The measure of how modest -- and successful -- Graham Gouldman has been comes when he quickly corrects the assumption he was on the British number one single Neanderthal Man by Hotlegs in 1971.

“I didn’t actually play on it,” he says . . . although it was recorded in the British studio he co-owned by some other guys who he subsequently ended up working with. Who they were he doesn’t say, but it is apparent to anyone who knows his history.

In fact, when Neanderthal Man -- a metronomic piece of moronic rock which was only recorded to test the new studio’s four-track facilities -- was released Gouldman was working in New York writing hits for others.

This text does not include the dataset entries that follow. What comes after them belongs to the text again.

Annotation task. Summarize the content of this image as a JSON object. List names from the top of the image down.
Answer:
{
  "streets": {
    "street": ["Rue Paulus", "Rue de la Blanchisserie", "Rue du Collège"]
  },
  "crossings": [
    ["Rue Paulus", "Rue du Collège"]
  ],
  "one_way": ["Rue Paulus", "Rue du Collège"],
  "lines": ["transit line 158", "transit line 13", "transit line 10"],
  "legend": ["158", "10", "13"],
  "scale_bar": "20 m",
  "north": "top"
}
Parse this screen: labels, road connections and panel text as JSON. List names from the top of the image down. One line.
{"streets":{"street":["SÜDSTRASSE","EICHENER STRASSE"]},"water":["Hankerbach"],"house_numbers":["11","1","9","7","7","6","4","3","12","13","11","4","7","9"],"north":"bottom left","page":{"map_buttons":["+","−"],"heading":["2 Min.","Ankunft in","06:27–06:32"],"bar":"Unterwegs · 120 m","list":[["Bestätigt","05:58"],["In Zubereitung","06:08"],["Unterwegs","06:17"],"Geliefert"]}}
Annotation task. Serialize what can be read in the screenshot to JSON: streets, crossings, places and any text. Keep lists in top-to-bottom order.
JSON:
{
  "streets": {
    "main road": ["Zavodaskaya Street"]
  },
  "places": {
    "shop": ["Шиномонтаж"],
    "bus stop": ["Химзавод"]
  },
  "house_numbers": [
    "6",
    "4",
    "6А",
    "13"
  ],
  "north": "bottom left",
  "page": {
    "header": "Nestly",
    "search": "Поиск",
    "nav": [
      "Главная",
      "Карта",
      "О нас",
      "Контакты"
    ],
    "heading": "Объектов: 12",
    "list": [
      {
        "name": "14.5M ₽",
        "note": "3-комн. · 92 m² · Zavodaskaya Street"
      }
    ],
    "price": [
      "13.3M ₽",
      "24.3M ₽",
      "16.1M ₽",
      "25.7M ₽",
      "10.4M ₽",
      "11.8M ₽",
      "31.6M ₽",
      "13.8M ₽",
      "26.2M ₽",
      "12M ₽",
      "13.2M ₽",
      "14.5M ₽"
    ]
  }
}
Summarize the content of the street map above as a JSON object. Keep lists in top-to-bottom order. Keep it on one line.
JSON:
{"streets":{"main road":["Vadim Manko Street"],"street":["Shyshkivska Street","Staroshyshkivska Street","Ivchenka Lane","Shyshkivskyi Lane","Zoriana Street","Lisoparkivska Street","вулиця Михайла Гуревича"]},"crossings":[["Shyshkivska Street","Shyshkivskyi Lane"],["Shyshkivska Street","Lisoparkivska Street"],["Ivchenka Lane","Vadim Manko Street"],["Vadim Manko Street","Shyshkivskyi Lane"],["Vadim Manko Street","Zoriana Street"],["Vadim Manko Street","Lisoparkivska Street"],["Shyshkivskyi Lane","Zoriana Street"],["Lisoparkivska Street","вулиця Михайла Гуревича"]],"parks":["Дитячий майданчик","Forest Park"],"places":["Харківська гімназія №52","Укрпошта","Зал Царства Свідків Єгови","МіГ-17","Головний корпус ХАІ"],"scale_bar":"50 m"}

And when it comes to writing chart toppers or classic songs, Gouldman is your man.

Consider this partial list: in the mid 60s he wrote For Your Love, Heart Full of Soul and Evil Hearted You for the Yardbirds; he co-wrote Look Through Any Window and then wrote Bus Stop for the Hollies; he gave Herman’s Hermit’s No Milk Today and Wayne Fontana Pamela Pamela . . .

And all of them and more came in an 18 month period when he held down a day job in a men‘s clothing store while playing a band at night.

“Yes, 1965 and 66 were very good for me,” he laughs with what sounds like embarrassment. “I was 19 when I started. I was part of a bigger picture in that I was born at the perfect time in the perfect place.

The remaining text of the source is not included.